Pond Slime and Two Little Boys
Sometime during the early fall, our pond waterfall quit gurgling. We traipsed down to see what was going on and discovered that the pump was clogged, burned out, or just plain tired. It had quit moving the water around. We bought a replacement at Tractor Supply and just before it turned cold, we stored it in the barn. I don’t know if it is a man rule or not but it seems that most projects must hibernate in the barn for at least a year before coming to fruition. Or perhaps the man must cogitate on the business at hand for a spell. Either way, we re-found the pump over spring break and installed it in the pond.
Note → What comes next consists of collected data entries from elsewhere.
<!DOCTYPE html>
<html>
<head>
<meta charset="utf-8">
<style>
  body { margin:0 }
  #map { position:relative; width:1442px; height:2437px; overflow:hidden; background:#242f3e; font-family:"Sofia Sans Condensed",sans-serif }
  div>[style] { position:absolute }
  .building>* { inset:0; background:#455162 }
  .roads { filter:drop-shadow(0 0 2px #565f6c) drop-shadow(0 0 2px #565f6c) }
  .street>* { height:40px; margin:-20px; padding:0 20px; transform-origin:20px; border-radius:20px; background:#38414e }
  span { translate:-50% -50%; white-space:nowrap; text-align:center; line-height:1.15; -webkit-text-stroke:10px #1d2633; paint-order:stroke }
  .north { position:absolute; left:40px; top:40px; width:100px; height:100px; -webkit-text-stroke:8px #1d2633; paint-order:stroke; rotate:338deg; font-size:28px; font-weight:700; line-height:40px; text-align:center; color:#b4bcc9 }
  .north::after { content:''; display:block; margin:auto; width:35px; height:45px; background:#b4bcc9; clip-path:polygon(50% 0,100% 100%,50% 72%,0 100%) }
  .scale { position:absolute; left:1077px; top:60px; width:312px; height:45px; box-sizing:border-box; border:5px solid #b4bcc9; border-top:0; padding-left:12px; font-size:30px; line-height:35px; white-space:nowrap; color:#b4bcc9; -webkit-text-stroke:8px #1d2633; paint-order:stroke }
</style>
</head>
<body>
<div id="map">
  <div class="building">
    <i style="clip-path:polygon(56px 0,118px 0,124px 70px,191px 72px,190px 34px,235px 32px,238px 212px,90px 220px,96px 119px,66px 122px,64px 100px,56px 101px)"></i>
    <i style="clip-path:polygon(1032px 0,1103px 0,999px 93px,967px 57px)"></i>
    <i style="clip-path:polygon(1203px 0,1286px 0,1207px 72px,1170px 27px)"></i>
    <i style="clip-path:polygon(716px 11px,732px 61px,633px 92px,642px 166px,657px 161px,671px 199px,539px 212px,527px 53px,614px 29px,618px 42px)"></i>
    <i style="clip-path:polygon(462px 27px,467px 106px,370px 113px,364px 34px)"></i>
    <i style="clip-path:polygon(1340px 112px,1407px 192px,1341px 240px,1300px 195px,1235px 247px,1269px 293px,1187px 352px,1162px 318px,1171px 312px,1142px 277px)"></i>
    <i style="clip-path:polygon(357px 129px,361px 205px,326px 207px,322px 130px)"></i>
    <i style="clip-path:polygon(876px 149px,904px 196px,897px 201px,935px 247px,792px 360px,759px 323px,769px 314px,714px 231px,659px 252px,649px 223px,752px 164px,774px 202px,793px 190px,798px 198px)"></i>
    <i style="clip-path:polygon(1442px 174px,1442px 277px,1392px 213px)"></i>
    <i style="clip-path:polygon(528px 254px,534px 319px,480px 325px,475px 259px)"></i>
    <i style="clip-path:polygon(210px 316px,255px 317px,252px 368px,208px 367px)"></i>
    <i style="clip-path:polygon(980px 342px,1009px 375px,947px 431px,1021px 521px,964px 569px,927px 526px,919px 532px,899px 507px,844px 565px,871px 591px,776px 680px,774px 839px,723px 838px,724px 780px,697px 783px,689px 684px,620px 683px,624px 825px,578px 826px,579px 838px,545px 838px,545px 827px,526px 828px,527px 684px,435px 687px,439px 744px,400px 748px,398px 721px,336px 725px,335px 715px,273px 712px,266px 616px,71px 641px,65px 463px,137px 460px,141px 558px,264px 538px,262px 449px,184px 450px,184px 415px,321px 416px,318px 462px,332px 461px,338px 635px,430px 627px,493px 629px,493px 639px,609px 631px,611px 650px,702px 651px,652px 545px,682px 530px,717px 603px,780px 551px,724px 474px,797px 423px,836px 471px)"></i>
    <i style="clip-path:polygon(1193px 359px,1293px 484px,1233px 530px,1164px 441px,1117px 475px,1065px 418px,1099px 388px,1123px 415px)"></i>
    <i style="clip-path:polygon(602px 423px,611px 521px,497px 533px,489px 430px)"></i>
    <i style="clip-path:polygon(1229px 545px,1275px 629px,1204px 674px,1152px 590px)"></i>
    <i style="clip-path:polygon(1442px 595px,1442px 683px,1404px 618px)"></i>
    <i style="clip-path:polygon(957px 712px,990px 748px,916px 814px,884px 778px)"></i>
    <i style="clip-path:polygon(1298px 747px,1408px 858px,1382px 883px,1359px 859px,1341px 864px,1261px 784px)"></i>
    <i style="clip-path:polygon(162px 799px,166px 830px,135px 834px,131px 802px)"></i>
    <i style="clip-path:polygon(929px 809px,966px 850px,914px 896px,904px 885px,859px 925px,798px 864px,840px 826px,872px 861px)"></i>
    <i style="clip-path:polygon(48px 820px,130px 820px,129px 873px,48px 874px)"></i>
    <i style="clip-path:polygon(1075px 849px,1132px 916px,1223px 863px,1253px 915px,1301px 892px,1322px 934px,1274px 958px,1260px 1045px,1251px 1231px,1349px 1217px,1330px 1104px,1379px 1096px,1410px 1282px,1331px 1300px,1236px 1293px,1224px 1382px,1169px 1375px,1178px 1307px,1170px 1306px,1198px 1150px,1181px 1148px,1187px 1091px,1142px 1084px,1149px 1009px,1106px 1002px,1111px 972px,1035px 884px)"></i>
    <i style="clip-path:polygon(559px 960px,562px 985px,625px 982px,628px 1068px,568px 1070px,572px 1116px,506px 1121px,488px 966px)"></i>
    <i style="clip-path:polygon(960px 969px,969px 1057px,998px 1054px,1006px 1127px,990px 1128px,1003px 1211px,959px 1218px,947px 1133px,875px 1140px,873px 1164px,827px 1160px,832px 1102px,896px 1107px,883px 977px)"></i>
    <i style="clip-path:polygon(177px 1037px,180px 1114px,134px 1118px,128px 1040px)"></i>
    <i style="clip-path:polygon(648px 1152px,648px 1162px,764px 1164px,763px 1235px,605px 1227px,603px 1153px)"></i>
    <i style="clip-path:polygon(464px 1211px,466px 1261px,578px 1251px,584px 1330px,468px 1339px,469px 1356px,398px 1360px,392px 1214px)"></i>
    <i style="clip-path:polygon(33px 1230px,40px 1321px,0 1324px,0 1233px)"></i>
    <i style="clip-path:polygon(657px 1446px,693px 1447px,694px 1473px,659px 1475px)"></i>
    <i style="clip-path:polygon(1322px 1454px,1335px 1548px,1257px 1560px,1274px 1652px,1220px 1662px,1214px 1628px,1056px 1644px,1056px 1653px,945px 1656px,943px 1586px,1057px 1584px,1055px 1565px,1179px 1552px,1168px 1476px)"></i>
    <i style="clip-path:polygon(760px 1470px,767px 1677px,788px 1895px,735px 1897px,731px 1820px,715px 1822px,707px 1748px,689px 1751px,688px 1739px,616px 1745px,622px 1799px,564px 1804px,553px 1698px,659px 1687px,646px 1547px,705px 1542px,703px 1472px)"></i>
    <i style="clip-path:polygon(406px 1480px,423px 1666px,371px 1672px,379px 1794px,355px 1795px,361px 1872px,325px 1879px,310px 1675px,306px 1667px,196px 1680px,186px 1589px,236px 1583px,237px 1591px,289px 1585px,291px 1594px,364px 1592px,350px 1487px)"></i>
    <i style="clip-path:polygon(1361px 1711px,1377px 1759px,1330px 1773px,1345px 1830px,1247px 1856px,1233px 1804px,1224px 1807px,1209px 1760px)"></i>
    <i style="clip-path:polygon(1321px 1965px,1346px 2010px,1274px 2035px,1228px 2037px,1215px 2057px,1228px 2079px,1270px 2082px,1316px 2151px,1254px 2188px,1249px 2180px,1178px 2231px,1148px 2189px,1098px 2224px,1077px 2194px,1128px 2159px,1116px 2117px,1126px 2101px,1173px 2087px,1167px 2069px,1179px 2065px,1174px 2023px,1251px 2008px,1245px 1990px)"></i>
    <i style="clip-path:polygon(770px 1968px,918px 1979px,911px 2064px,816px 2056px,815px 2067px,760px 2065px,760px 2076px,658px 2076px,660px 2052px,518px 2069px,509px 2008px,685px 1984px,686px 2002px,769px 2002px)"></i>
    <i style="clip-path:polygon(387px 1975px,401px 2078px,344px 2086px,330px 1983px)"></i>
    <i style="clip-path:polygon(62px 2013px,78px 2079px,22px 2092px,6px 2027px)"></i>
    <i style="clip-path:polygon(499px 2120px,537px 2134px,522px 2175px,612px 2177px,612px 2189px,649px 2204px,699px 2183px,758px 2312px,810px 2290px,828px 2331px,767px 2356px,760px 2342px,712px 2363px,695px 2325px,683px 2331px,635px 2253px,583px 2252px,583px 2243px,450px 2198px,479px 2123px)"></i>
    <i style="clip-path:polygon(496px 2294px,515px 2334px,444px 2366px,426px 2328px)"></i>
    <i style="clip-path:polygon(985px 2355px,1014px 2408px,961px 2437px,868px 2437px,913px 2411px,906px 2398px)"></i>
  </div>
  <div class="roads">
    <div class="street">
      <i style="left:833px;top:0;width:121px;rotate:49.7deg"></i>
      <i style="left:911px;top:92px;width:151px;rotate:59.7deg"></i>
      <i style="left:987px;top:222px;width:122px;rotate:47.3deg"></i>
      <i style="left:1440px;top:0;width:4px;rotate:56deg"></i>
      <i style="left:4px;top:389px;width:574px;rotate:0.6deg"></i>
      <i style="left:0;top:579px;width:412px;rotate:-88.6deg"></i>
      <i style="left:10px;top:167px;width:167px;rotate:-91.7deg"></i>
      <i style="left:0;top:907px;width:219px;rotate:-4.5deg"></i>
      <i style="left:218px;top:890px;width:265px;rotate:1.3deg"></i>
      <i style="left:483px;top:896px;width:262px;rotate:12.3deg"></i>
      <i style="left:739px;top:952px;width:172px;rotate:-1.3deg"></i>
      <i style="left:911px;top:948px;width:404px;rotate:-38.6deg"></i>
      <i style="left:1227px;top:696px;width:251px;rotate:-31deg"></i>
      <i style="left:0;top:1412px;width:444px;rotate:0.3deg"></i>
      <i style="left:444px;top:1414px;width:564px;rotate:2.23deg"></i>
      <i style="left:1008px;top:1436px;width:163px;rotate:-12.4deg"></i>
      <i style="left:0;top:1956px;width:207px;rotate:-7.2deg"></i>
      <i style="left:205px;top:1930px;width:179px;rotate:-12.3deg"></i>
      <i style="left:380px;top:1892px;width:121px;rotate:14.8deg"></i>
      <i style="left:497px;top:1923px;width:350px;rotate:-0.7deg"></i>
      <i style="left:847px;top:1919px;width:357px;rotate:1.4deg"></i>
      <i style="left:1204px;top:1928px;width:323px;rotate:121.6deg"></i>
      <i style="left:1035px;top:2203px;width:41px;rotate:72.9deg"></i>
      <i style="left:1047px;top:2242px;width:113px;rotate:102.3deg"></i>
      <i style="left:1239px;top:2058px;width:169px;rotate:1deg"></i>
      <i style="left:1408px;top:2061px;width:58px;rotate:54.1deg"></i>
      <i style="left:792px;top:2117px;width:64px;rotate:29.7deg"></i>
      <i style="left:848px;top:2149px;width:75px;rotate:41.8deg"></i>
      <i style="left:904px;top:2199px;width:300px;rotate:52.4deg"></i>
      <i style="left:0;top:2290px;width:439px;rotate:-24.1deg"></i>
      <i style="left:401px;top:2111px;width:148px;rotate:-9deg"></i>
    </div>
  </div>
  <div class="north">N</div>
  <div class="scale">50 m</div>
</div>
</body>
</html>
Now, we have a nice gush of water being pumped up right behind where the goose lays her eggs every year. The water flows freely and makes the loveliest splash as it works its way down a small “river” of stones back into a small holding pond and then on out into the larger pond.
Dad spent a day or so strategically removing gunk from the little river with a long rake and placing stones in just the right spaces along the river, so that the water would pool in some spaces and overflow in others. Then he raked leaves, trash, and other smelly gunk from the small holding pond to help increase the flow to the larger pond. I helped but I made sure not to touch the nasty stuff coming up from the depths.
Our male goose was less than pleased for us to be in his space. He would hiss and honk if we got to close to his lady and the eggs. He especially did not want the guineas exploring “his” space. He would hiss and stretch out his long neck. The guineas would laugh and screech right back at him. He had to make a choice. Leave the safety of the pond to chase the guineas or let the ducks sneak in the backside and begin to swim around – using his water! What a conundrum. All the while the mother goose regally sat on her eggs and never made a noise.
On Sunday – the last day of spring break – we were all down by the pond. The boys were floating their Lego boats down the small river and catching them right before they fell into the small holding pond. They were right where boys needed to be on a sunny Easter Sunday. We were swinging back and forth on the dock while the teen was sunning on a rock. We could hear noise coming from down below but mostly we heard laughter and screaming when a boat got loose.
Between dad’s snores, I heard one say to the other, “You know if these rocks weren’t in the way, the boats would go faster.”
I poked dad to wake him up. No reaction.
I heard the definite clunk of a large rock being chunked into water. Then they raced over and got the rakes. I heard whispered conversation and some giggles.
I hollered, “Hey, what are you guys doing?”
Silence. I hollered again, “Hey, guys, what’s going on?”
“Uhhh… nothing mom. Just moving some things around to get to a boat.”
I decided to check. When I got to the river-side of the pond I saw my youngest on his belly – in his new clothes – with both hands in the water pulling out gunk as fast as he could. He held up smelly, slimy, leafy stuff in both hands and said, “Don’t worry mom, I am making the river faster.”
“You guys aren’t moving the rocks that dad put in to dam it up are you?”
Silence. “Uhhh…no, they are still in there, just in different places.”
I nodded and returned to my side of the pond and hoped that the youngest didn’t get some strange disease from the smelly ick he was raking out of the “river.”
As I sat back down, I decided that that two smelly boys was well worth the extra laundry soap or any amount of worry about a strange disease.
Now, Dad … Well, dad might have different feelings when he sees his week’s work sailing down the river!